[Opening DATA EXTRACTS section]
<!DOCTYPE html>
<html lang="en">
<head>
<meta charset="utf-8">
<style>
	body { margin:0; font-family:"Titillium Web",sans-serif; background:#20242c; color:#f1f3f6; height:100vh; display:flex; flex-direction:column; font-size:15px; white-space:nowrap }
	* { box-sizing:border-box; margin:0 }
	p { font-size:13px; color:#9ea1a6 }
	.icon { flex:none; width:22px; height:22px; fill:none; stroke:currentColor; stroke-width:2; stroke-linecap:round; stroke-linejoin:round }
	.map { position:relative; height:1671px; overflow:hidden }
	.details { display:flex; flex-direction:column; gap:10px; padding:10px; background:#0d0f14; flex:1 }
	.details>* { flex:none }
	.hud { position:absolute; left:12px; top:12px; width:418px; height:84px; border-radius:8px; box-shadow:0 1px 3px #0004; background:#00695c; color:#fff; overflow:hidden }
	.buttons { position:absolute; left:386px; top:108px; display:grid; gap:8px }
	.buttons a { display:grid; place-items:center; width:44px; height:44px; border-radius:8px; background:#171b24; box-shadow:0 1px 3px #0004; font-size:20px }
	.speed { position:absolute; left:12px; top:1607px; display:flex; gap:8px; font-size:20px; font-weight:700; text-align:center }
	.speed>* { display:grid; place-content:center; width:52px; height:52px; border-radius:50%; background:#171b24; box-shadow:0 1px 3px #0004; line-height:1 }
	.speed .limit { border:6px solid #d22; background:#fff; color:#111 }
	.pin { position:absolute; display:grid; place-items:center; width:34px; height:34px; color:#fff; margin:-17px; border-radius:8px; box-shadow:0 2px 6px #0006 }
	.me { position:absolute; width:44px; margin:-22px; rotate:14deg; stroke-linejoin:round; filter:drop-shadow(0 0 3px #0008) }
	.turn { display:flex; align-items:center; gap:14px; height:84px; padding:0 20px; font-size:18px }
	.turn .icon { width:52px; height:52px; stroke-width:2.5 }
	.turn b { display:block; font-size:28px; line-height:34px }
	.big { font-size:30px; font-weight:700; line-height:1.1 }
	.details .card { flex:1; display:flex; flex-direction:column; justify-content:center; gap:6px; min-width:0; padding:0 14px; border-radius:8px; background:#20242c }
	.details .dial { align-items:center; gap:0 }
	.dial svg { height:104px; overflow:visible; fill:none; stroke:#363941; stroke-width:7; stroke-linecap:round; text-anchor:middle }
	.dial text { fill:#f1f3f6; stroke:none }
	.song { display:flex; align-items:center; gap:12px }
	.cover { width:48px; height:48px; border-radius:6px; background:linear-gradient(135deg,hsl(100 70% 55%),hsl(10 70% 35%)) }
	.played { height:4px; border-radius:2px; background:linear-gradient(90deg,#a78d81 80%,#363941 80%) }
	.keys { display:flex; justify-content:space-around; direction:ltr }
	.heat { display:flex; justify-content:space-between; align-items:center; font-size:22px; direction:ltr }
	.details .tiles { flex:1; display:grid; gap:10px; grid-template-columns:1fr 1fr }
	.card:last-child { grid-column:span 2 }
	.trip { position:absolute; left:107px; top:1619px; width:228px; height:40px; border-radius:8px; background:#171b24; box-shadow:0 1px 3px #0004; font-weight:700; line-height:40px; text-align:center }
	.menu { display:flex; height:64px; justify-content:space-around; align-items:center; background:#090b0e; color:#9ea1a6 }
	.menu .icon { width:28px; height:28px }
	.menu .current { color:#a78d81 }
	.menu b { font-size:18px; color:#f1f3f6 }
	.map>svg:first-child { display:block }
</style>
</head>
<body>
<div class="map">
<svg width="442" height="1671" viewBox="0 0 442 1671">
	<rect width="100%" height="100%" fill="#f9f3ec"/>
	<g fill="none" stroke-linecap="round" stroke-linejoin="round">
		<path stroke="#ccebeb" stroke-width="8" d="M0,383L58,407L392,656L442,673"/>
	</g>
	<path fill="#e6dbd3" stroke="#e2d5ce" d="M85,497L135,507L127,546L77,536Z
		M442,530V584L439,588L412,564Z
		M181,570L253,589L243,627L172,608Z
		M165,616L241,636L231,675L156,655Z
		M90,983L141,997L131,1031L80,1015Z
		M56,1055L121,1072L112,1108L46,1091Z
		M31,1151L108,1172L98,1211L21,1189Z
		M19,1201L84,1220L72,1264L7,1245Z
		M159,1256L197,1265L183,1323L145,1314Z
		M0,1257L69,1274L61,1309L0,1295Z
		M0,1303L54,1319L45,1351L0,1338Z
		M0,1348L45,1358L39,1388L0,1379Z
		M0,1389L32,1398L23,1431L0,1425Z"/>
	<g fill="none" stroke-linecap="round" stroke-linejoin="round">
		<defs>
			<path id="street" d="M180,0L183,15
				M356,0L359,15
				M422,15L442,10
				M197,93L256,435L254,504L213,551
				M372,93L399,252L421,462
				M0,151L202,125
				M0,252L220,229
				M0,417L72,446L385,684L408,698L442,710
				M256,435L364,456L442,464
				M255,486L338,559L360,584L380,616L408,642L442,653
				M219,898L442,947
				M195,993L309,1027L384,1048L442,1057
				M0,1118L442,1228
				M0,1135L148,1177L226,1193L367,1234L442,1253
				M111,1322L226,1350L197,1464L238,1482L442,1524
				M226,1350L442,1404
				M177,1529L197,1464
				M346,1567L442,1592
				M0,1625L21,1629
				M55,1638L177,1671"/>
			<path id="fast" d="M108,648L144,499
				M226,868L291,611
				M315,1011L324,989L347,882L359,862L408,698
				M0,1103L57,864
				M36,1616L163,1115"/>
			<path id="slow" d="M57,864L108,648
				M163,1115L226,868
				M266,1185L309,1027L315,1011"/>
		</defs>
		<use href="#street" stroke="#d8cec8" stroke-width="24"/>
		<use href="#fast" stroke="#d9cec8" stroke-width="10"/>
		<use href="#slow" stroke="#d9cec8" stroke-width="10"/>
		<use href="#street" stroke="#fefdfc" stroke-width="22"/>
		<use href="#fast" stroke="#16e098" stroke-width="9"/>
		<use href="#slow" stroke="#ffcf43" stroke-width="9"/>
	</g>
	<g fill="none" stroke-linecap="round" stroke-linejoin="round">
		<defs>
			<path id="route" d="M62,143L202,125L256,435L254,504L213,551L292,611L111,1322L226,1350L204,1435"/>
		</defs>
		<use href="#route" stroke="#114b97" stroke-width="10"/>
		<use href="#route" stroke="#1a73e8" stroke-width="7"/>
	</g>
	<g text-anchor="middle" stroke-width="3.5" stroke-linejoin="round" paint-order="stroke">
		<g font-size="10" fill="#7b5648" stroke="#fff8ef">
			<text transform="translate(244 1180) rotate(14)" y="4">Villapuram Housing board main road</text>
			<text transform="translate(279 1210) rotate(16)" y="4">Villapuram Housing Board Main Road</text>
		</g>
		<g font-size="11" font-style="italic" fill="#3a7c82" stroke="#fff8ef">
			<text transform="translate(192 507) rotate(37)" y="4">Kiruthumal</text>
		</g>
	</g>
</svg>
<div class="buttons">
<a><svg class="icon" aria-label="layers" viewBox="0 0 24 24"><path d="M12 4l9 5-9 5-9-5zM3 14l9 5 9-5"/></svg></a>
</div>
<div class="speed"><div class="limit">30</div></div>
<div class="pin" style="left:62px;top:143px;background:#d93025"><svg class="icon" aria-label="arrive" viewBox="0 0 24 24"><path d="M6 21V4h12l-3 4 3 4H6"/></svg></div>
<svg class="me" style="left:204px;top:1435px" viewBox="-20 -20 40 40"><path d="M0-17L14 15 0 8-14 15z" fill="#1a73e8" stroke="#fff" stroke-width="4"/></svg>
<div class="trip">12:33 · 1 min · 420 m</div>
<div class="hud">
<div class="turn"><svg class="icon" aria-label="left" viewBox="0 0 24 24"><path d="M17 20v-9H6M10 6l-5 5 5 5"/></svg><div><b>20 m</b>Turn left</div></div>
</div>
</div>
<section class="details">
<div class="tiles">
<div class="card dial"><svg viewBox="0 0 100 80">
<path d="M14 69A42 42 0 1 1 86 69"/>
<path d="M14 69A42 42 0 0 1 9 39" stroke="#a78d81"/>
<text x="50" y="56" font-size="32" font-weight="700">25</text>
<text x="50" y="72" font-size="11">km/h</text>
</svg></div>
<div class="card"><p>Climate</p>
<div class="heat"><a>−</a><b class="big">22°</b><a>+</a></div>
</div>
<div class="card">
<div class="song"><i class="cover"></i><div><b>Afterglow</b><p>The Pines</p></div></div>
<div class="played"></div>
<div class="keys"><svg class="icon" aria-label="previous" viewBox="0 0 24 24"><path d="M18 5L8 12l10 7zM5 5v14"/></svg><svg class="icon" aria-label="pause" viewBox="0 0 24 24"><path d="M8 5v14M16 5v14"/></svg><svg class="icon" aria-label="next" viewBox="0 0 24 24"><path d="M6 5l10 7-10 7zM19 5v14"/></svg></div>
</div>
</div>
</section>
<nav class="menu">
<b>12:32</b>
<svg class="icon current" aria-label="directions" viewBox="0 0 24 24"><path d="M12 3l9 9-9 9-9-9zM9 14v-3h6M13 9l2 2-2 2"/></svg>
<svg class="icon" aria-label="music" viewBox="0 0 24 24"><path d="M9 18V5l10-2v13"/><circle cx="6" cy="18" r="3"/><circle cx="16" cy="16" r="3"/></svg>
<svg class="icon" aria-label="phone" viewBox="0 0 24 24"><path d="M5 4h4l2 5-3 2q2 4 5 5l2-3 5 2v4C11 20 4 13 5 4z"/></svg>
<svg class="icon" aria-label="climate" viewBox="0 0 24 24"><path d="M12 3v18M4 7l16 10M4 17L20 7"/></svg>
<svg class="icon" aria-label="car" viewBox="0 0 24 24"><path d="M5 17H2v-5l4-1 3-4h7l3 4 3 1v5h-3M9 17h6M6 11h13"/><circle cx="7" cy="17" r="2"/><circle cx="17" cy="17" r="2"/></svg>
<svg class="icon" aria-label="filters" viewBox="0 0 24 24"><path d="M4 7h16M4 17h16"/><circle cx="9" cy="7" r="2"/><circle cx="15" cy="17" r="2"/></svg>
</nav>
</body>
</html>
[Closing DATA EXTRACTS section]
■ **TASK TO COMPLETE**:
From the data above, copy out every line with the string "gradient" in it.

■ **WRITTEN ANSWER**:
	.cover { width:48px; height:48px; border-radius:6px; background:linear-gradient(135deg,hsl(100 70% 55%),hsl(10 70% 35%)) }
	.played { height:4px; border-radius:2px; background:linear-gradient(90deg,#a78d81 80%,#363941 80%) }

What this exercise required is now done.